- **WHAT THE TASK ASKS**
Write out only the lines from the top of the listing below through the one with "Convert the page", exactly as they stand, while keeping pictures out of the copy.

- **MATERIAL PROVIDED**

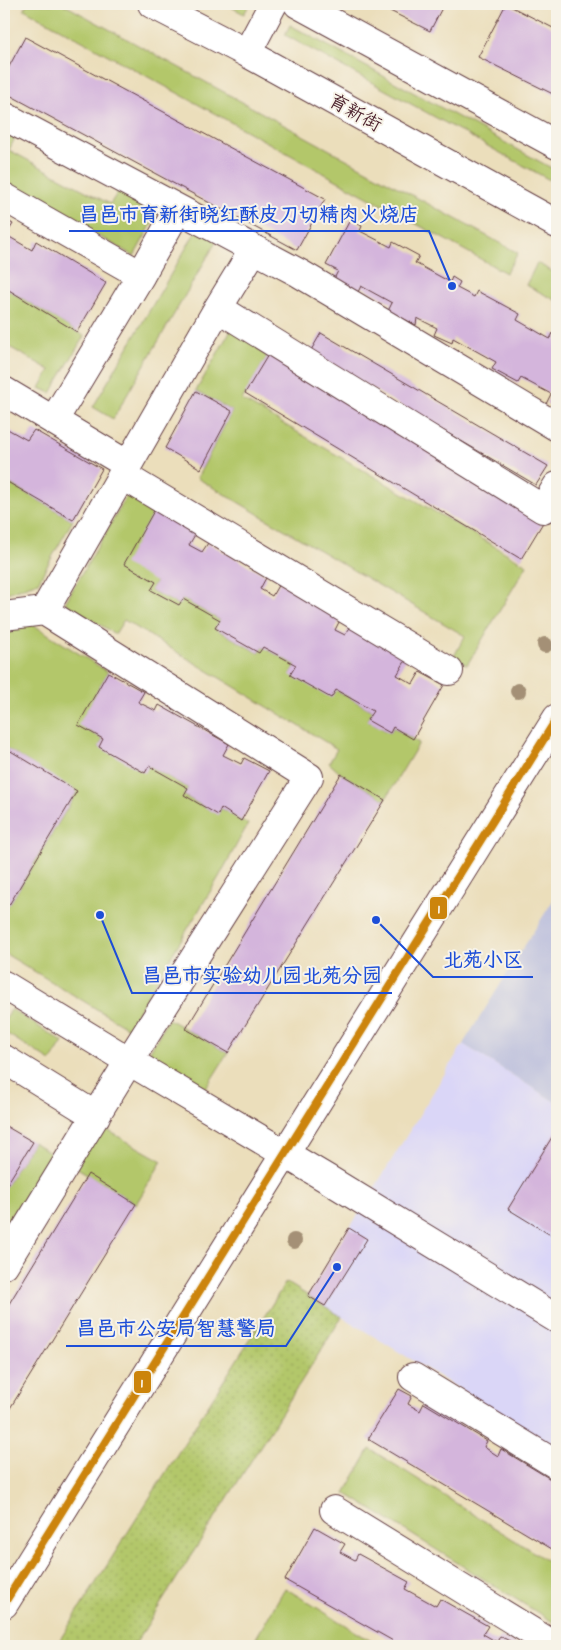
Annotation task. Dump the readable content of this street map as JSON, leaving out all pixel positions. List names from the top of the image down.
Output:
{
  "streets": {
    "street": ["育新街"]
  },
  "places": [
    "昌邑市育新街晓红酥皮刀切精肉火烧店",
    "昌邑市实验幼儿园北苑分园",
    "北苑小区",
    "昌邑市公安局智慧警局"
  ],
  "lines": ["transit line 1"]
}
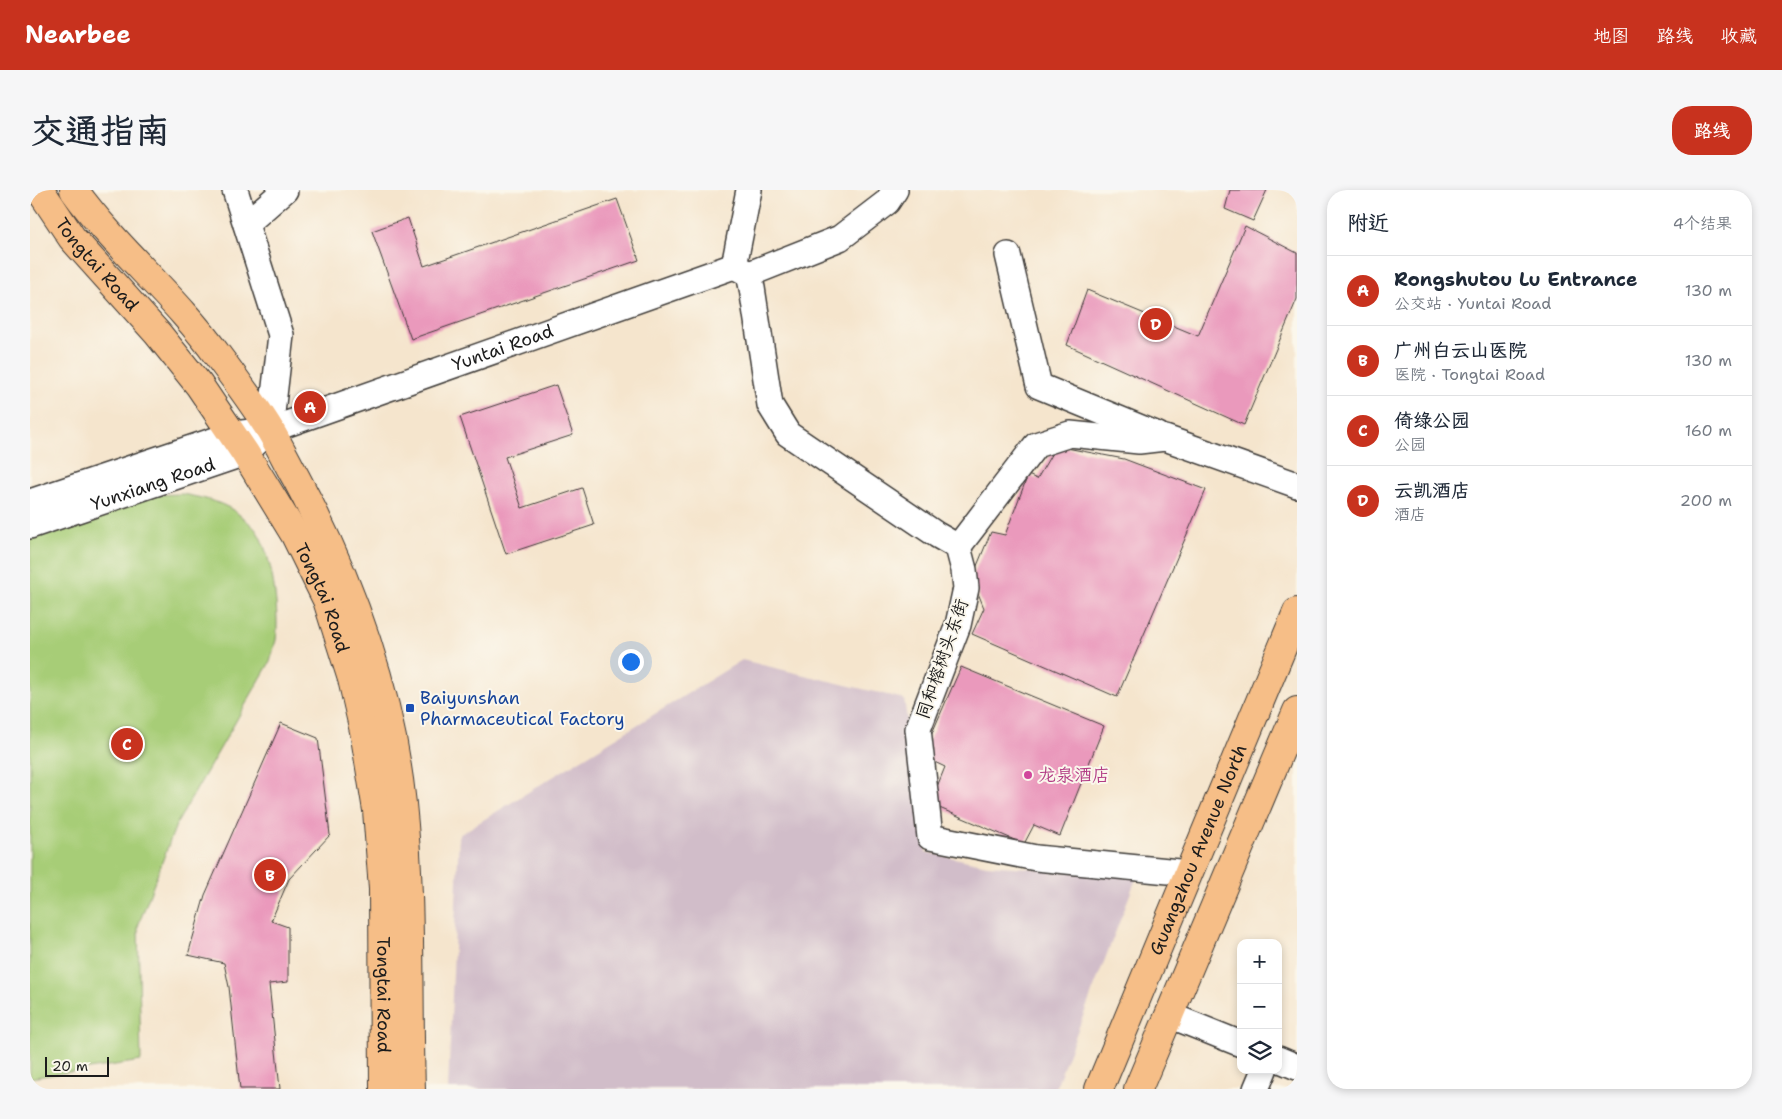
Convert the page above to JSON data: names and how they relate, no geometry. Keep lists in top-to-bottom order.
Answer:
{
  "streets": {
    "main road": ["Tongtai Road", "Guangzhou Avenue North"],
    "street": ["Yuntai Road", "Yunxiang Road", "同和榕树头东街"]
  },
  "crossings": [
    ["Tongtai Road", "Yuntai Road"],
    ["Tongtai Road", "Yunxiang Road"],
    ["Yuntai Road", "Yunxiang Road"],
    ["同和榕树头东街", "Guangzhou Avenue North"]
  ],
  "places": {
    "transit": ["Baiyunshan Pharmaceutical Factory"],
    "other": ["龙泉酒店"]
  },
  "scale_bar": "20 m",
  "page": {
    "header": "Nearbee",
    "nav": ["地图", "路线", "收藏"],
    "buttons": "路线",
    "title": "交通指南",
    "heading": ["附近", "4个结果"],
    "list": [
      {
        "mark": "A",
        "name": "Rongshutou Lu Entrance",
        "note": "公交站 · Yuntai Road",
        "value": "130 m"
      },
      {
        "mark": "B",
        "name": "广州白云山医院",
        "note": "医院 · Tongtai Road",
        "value": "130 m"
      },
      {
        "mark": "C",
        "name": "倚绿公园",
        "note": "公园",
        "value": "160 m"
      },
      {
        "mark": "D",
        "name": "云凯酒店",
        "note": "酒店",
        "value": "200 m"
      }
    ],
    "pins": [
      "D",
      "A",
      "C",
      "B"
    ],
    "map_buttons": ["+", "−"],
    "scale": "20 m"
  }
}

- **EXERCISE SOLUTION**
Annotation task. Dump the readable content of this street map as JSON, leaving out all pixel positions. List names from the top of the image down.
Output:
{
  "streets": {
    "street": ["育新街"]
  },
  "places": [
    "昌邑市育新街晓红酥皮刀切精肉火烧店",
    "昌邑市实验幼儿园北苑分园",
    "北苑小区",
    "昌邑市公安局智慧警局"
  ],
  "lines": ["transit line 1"]
}
Convert the page above to JSON data: names and how they relate, no geometry. Keep lists in top-to-bottom order.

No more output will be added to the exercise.